### [PROBLEM]
Give back the records in full, with every line exactly as it was.

[RECORDED INFORMATION]

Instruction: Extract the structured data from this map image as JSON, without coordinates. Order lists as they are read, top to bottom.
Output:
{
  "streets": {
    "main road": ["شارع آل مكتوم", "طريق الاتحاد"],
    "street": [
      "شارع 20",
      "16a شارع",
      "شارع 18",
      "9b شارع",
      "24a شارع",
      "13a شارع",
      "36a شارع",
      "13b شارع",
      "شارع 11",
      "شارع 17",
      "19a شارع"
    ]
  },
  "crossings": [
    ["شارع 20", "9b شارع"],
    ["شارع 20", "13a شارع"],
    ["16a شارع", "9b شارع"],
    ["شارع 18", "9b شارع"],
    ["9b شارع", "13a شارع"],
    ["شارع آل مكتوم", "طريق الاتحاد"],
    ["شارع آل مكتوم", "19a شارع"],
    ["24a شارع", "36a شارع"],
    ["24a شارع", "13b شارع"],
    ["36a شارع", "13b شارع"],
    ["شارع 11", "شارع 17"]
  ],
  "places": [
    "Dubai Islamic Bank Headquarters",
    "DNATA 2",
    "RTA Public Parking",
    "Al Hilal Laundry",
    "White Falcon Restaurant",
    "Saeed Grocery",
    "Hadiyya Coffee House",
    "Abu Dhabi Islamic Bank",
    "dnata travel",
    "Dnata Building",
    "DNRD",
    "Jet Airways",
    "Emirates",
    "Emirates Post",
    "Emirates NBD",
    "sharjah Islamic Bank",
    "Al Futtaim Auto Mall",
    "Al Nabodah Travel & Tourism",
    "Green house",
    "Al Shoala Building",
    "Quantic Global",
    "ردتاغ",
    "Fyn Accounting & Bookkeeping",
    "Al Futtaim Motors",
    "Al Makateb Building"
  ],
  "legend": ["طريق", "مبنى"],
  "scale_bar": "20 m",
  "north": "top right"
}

[/RECORDED INFORMATION]

### [FINISHED TASK]
Instruction: Extract the structured data from this map image as JSON, without coordinates. Order lists as they are read, top to bottom.
Output:
{
  "streets": {
    "main road": ["شارع آل مكتوم", "طريق الاتحاد"],
    "street": [
      "شارع 20",
      "16a شارع",
      "شارع 18",
      "9b شارع",
      "24a شارع",
      "13a شارع",
      "36a شارع",
      "13b شارع",
      "شارع 11",
      "شارع 17",
      "19a شارع"
    ]
  },
  "crossings": [
    ["شارع 20", "9b شارع"],
    ["شارع 20", "13a شارع"],
    ["16a شارع", "9b شارع"],
    ["شارع 18", "9b شارع"],
    ["9b شارع", "13a شارع"],
    ["شارع آل مكتوم", "طريق الاتحاد"],
    ["شارع آل مكتوم", "19a شارع"],
    ["24a شارع", "36a شارع"],
    ["24a شارع", "13b شارع"],
    ["36a شارع", "13b شارع"],
    ["شارع 11", "شارع 17"]
  ],
  "places": [
    "Dubai Islamic Bank Headquarters",
    "DNATA 2",
    "RTA Public Parking",
    "Al Hilal Laundry",
    "White Falcon Restaurant",
    "Saeed Grocery",
    "Hadiyya Coffee House",
    "Abu Dhabi Islamic Bank",
    "dnata travel",
    "Dnata Building",
    "DNRD",
    "Jet Airways",
    "Emirates",
    "Emirates Post",
    "Emirates NBD",
    "sharjah Islamic Bank",
    "Al Futtaim Auto Mall",
    "Al Nabodah Travel & Tourism",
    "Green house",
    "Al Shoala Building",
    "Quantic Global",
    "ردتاغ",
    "Fyn Accounting & Bookkeeping",
    "Al Futtaim Motors",
    "Al Makateb Building"
  ],
  "legend": ["طريق", "مبنى"],
  "scale_bar": "20 m",
  "north": "top right"
}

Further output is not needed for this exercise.